Keep the first thing that comes to mind. I remember the very first images I had for my sirens, way back in 2008. I had no story back then yet, only pictures. And instead of simply writing down what I saw in my head, I proceeded doubting myself and researching siren mythology to death. I ended up wasting hours and hours and using close to none of it in my novel, yet the original look and feel for the characters stayed exactly the same. Bleached looking white hair, as if devoid of color. Voices that can sing out souls. Both lungs and gills for breathing. Long hair being sirens' only cover. I can go on and on. So, what is it for you The character's name, look, clothes, favorite food? Just jot down those things as they pop into your head when you begin writing and don't worry about research. Keep writing, your characters will grow. Which brings me to the next point.

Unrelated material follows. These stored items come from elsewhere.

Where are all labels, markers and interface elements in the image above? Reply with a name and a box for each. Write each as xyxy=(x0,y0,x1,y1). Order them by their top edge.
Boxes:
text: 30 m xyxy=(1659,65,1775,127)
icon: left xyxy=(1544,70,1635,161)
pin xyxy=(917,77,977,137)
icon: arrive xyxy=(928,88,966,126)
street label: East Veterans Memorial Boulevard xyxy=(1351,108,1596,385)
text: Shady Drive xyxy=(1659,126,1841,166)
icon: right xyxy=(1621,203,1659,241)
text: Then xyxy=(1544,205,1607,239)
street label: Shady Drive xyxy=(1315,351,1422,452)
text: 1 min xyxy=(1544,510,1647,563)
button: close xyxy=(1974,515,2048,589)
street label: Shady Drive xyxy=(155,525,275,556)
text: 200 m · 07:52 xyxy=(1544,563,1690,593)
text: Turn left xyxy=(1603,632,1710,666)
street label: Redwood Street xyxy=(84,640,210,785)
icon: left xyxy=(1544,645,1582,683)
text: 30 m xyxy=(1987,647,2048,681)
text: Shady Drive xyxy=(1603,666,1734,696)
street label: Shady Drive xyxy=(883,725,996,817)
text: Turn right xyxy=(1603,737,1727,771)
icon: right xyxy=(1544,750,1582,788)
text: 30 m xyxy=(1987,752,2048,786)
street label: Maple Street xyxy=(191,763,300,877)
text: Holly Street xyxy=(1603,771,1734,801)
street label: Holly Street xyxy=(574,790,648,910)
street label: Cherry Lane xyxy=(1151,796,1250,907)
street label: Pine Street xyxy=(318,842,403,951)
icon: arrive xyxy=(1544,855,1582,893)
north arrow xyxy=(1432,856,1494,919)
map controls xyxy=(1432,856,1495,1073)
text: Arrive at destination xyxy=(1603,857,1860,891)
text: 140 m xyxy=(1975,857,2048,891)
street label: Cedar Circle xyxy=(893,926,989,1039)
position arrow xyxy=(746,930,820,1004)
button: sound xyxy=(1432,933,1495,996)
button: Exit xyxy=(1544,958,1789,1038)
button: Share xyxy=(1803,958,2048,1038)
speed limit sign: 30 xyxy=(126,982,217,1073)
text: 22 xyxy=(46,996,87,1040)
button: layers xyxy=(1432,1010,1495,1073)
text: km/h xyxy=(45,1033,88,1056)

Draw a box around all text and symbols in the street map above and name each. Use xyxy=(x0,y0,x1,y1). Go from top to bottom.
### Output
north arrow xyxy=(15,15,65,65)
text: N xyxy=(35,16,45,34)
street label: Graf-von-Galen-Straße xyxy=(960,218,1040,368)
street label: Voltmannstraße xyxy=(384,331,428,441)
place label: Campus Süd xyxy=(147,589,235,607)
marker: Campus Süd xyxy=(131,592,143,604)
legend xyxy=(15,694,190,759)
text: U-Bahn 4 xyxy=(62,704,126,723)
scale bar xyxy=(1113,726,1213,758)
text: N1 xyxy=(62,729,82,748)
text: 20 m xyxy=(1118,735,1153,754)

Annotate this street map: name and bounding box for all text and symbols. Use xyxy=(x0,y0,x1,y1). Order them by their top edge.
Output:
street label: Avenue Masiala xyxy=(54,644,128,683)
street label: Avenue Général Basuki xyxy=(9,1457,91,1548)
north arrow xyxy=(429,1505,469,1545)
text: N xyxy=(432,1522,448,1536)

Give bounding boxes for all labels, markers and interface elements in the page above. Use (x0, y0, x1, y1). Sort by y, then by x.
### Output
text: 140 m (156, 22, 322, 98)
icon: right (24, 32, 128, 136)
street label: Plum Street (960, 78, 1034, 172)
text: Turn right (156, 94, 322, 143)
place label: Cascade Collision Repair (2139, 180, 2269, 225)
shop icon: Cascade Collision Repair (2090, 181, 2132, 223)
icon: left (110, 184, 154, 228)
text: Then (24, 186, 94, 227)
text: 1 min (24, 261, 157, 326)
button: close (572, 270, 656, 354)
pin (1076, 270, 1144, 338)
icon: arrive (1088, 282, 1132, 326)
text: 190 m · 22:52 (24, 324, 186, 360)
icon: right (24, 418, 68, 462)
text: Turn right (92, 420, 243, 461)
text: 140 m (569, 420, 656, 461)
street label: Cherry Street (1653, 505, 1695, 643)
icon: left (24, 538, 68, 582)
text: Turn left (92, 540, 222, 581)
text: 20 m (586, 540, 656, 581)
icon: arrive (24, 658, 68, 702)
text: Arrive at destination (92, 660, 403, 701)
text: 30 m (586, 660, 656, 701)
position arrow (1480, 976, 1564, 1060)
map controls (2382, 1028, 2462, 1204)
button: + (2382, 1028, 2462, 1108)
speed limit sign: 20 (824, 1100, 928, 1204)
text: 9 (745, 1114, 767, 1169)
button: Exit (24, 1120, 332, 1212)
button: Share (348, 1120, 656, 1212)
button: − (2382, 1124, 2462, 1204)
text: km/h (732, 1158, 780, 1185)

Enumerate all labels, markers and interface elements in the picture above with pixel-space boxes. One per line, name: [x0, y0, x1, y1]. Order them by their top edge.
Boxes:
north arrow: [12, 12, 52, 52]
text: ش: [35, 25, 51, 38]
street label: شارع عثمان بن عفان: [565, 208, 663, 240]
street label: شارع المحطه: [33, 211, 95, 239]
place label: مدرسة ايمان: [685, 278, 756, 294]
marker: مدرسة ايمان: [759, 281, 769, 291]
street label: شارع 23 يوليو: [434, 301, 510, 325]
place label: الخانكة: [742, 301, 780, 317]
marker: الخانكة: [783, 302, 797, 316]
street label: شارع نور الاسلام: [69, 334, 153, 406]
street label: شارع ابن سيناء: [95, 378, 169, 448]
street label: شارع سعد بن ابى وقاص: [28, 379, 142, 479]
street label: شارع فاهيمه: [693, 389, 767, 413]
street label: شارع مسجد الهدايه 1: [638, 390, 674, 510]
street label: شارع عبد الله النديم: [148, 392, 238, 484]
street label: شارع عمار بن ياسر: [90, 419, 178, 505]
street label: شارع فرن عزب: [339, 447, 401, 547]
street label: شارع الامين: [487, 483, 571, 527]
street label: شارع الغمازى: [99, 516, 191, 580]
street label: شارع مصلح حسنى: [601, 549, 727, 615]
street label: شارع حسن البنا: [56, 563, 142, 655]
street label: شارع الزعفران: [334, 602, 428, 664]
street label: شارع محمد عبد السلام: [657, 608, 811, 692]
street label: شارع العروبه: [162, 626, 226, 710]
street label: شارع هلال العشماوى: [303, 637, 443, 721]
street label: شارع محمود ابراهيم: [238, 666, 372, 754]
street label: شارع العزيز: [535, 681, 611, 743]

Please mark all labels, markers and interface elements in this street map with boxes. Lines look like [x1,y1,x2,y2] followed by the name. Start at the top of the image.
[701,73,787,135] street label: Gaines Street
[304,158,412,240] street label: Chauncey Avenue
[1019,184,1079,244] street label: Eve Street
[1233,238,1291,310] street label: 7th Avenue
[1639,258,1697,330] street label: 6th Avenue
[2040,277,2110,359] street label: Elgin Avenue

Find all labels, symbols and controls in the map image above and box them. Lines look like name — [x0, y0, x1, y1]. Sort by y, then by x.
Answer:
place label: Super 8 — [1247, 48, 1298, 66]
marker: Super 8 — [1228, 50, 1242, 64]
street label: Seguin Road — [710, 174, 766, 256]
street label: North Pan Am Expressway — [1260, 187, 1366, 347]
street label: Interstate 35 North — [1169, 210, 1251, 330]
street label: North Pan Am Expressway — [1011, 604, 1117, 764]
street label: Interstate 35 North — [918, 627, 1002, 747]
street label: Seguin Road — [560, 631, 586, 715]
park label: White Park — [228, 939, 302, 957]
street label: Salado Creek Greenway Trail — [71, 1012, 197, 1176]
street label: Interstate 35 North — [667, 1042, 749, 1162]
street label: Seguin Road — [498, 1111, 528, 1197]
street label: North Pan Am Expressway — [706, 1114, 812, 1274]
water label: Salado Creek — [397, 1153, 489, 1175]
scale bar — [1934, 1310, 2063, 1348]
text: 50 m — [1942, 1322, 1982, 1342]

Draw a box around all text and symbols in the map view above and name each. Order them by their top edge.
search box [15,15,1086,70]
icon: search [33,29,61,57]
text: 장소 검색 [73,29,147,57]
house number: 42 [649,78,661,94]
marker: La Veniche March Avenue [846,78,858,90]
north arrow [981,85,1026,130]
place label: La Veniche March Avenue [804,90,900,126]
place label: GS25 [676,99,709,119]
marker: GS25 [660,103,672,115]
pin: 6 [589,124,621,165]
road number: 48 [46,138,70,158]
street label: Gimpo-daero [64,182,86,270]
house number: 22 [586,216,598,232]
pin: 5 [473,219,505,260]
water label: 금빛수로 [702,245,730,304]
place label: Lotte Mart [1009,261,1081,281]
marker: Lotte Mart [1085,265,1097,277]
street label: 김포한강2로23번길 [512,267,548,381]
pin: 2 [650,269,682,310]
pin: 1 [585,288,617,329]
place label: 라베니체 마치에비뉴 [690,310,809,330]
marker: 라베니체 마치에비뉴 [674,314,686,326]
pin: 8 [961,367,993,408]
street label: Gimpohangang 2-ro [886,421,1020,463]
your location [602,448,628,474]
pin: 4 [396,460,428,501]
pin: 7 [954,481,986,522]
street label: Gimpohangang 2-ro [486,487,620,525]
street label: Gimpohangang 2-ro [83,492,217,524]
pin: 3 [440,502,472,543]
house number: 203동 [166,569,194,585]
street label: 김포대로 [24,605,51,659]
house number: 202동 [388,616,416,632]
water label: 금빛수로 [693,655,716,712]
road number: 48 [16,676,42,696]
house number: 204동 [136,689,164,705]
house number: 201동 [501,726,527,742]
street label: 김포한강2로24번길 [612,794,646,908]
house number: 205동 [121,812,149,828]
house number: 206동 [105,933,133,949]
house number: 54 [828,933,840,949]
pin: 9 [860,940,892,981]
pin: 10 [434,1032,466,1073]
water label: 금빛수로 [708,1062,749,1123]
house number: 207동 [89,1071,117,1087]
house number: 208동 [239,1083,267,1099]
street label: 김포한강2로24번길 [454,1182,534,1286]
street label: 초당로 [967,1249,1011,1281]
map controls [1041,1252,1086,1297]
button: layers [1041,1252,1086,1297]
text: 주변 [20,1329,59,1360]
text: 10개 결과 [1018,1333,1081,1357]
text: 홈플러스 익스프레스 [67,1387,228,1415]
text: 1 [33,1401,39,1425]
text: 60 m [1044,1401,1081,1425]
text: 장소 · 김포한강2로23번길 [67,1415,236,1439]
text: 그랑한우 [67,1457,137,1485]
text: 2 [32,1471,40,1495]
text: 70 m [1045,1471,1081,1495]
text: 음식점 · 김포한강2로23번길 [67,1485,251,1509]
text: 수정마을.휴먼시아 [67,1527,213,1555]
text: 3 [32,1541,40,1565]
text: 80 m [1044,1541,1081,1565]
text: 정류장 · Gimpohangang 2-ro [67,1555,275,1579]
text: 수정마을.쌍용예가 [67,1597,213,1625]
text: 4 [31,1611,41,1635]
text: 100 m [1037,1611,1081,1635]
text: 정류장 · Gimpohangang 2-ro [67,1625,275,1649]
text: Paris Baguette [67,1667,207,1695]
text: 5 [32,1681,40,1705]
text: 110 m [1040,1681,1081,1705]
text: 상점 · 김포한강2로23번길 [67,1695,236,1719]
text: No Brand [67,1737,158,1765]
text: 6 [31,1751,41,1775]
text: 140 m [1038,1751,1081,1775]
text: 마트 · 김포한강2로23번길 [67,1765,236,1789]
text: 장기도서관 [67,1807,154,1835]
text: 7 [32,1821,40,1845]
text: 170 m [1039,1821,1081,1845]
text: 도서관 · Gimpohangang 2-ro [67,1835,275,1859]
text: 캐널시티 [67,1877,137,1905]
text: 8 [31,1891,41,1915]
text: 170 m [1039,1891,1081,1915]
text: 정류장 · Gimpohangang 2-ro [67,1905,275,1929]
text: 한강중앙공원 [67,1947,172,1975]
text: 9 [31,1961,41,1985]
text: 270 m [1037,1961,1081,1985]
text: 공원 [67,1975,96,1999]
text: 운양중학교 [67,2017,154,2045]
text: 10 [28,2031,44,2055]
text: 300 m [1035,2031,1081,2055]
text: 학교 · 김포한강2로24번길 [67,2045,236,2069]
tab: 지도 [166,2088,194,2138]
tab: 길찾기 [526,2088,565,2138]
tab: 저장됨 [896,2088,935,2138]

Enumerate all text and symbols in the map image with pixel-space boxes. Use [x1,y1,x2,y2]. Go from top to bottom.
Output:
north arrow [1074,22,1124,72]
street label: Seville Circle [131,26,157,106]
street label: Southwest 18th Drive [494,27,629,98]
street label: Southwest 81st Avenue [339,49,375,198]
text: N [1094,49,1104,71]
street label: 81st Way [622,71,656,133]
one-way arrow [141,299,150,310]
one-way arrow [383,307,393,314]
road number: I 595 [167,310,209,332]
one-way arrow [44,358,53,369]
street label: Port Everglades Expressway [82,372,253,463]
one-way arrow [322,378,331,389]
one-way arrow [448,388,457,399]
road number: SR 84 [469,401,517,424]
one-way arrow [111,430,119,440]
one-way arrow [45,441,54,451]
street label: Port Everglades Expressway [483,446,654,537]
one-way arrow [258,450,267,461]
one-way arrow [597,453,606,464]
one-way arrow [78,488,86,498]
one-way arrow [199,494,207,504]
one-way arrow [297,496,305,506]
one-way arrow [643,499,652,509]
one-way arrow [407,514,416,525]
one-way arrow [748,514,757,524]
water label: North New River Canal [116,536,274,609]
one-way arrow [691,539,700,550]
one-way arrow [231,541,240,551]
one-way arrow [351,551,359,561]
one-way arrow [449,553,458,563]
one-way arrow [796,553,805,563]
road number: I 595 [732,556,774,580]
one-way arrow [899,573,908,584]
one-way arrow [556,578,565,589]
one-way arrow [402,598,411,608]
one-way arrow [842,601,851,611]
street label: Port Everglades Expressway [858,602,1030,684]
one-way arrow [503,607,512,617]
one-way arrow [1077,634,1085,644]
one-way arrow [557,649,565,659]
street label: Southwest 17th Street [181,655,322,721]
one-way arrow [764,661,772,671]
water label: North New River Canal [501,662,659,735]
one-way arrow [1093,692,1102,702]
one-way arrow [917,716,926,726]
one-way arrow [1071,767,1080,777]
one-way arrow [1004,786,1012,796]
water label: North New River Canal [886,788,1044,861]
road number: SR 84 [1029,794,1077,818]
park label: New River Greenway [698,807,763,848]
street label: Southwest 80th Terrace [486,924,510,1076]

Characters take time to form fully. Let them. Don't rush them. You can't tell your child to grow faster, can you? You can't just push a magic button and speed it up. Same goes for characters. They will grow in your mind as real people, if you only stop yelling at them to do it faster already. That's why it takes so long to write a good novel. I will repeat myself here. That's why it takes so long to write a GOOD novel. See what I mean? You can bang out something in a couple of months, I'm sure. But it will most likely suck. Because there is simply not enough time for you to develop your characters. And a story is nothing without good characters. Because any story is about someone being put into some very uncomfortable situation and having to deal with it. If your characters are flat and boring, their decisions will be boring, and the story will collapse, no matter how many twists or turns you introduce.

Merge people you know into new people. Seriously. Your best writing happens when you don't have to think about HOW to write it, but you think WHAT to write. What happens next? Oh, this, cool. Well, what about after that? Got it. The problems start when you have no clue how your characters will react. It's because you don't know them, their flat. One thing I found helps me, (and please take my advice with a grain of salt, because I'm still working on my first novel and am sharing my experience) is combining several people I know into one, using one as the main image and the other for certain traits. I don't do more than 2 because it's hard to keep track of them in my head, and eventually they grow into their own people, but I found it even helps with dialogue, because I imagine them talking in their real voice, and I can tell what sounds awkward and what's not. 

Get more time to write! As simple as that. Once you remove the task of compiling lists of your characters, keeping them all organized, etc, etc, you have more time to do the actual writing! Also, I suggest you pick out two or three main characters for your first novel, to make it easier and cleaner and to gain experience. Later, you can handle more. But it's better to do one little thing well, then do a dozen poor ones, wouldn't you agree? At least it was my experience. People keep asking me if I use any special software, or lists, or extra Google docs with compiled character traits. Some people have even sent me their lists to share. I use none. Don't have to. It's all here... *taps herself on the head* There is another problem that arises from this, however, and that is characters talking in my head, but that's a whole another blog post. I'll wrap this up quickly, before they start whispering again.

Well, then... fess up. What's your experience like with building characters?